Production Deployment
Here is the app overview if you need to refer again.
Deployment Using Helm Charts
Order of Deployment
Follow this order of deployment:
Deploy FSL Application
helm install fsl https://helm.ngc.nvidia.com/nfgnkvuikvjm/mdx-v1_0/charts/fsl-app-0.2.2.tgz -f fsl-app-values.yaml --username='$oauthtoken' --password=<YOUR API KEY>
Note
Initialization of some services might take up to 30 minutes.
For troubleshooting issues, refer to the Reference Applications section.
Sample override values can be found at
fsl-app-values.yaml
in the “application-helm-configs” tar file.The command above uses an override file to change the default values of the application. In order to use the application with the default values, you can use the same command without the
-f fsl-app-values.yaml
part.
Verify Deployment Installation
kubectl get pods -owide kubectl get pods -owide | grep -v 'Compl\|Runn' <<=== to check if any pod is not running or failing
Note
If there are any failed pod(s) please debug the issue using troubleshooting steps described below.
Once the deployment of all services completed, you will be seeing the following components that comprise the FSL app:
Troubleshoot Pod/Deployment Failures
Steps to follow:
Check the events for the failed/crashed pods: kubectl describe pod <Failed_Pod_Name>.
View logs of failed pods to find failure error using: kubectl logs -f <Failed_Pod_Name>.
View logs of a specific container inside a pod using: kubectl logs -f <Failed_Pod_Name> -c <failed_pod_container_name> (Container name can be obtained it will list all the containers name running for a pod kubectl describe pod <Failed_Pod_Name>).
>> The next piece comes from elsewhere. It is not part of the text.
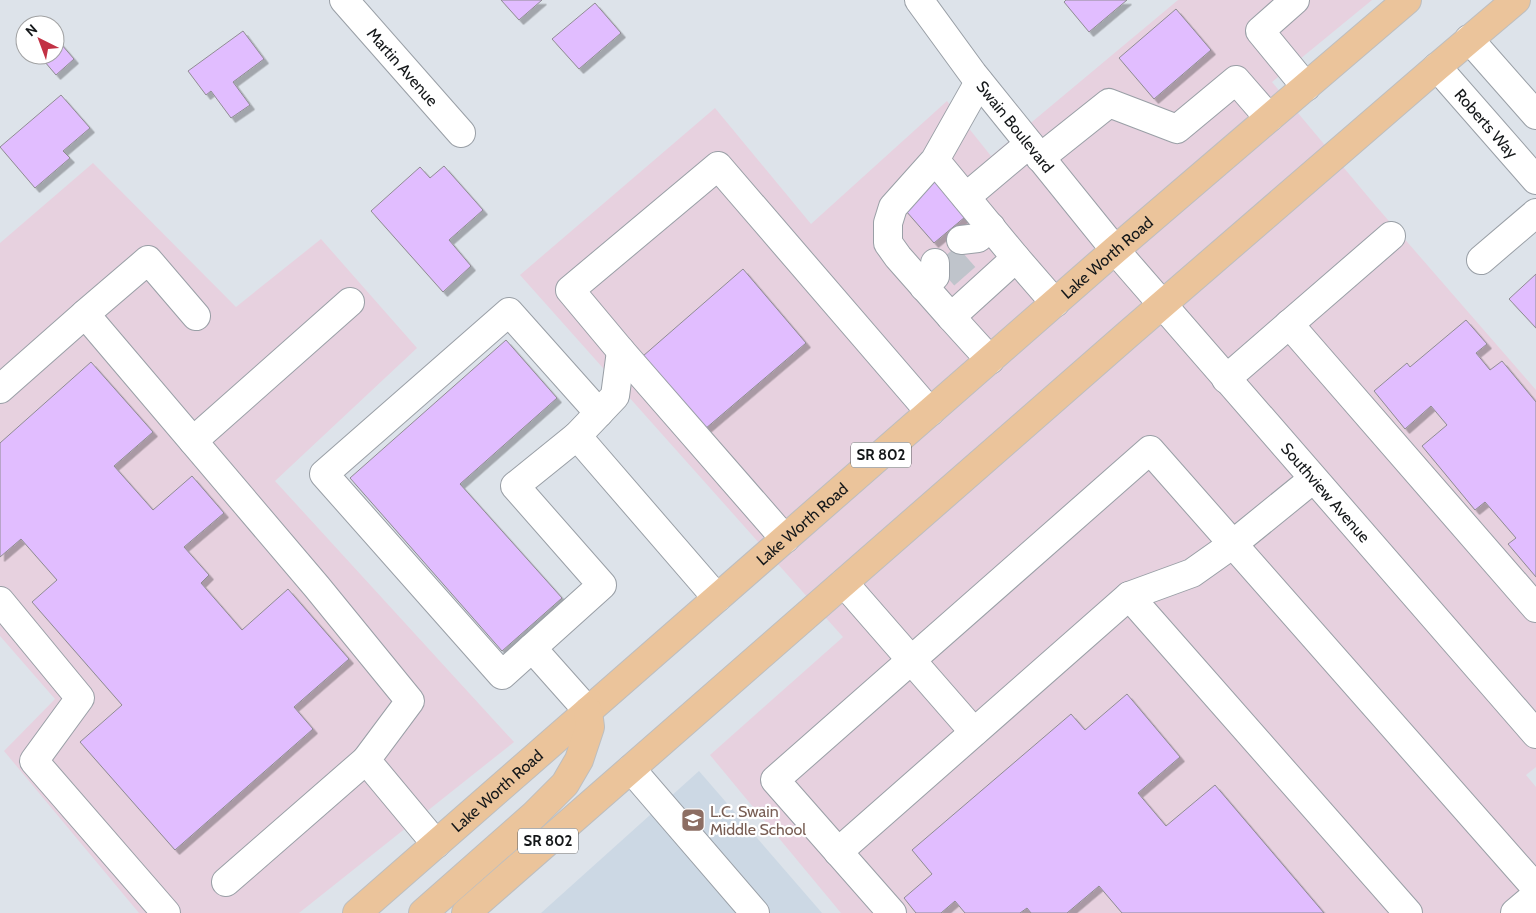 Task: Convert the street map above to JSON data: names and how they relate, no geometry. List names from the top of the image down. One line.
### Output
{"streets":{"main road":["Lake Worth Road","SR 802"],"street":["Martin Avenue","Roberts Way","Swain Boulevard","Southview Avenue"]},"crossings":[["Roberts Way","SR 802"],["Swain Boulevard","Lake Worth Road"],["Swain Boulevard","Southview Avenue"],["Lake Worth Road","Southview Avenue"],["SR 802","Southview Avenue"]],"places":{"school or university":["L.C. Swain Middle School"]},"north":"top left"}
If pod is not running due to k8s scheduling then events will shows failure errors. Also if pod is crashing then logs for a pod/container why it failed to start.
Remove App Deployment
Delete a specific installed Helm chart
helm delete <chart_name>
Note
Grab the chart name for deleting specific chart by running
helm ls
command.
Delete all the installed Helm charts
for helm_chart in `helm ls -q` ; do helm delete $helm_chart ; done
Note
By default
helm delete
will not cleanup Kafka crd’s which will make Kafka cluster still running, in next steps will clean up Kafka cluster.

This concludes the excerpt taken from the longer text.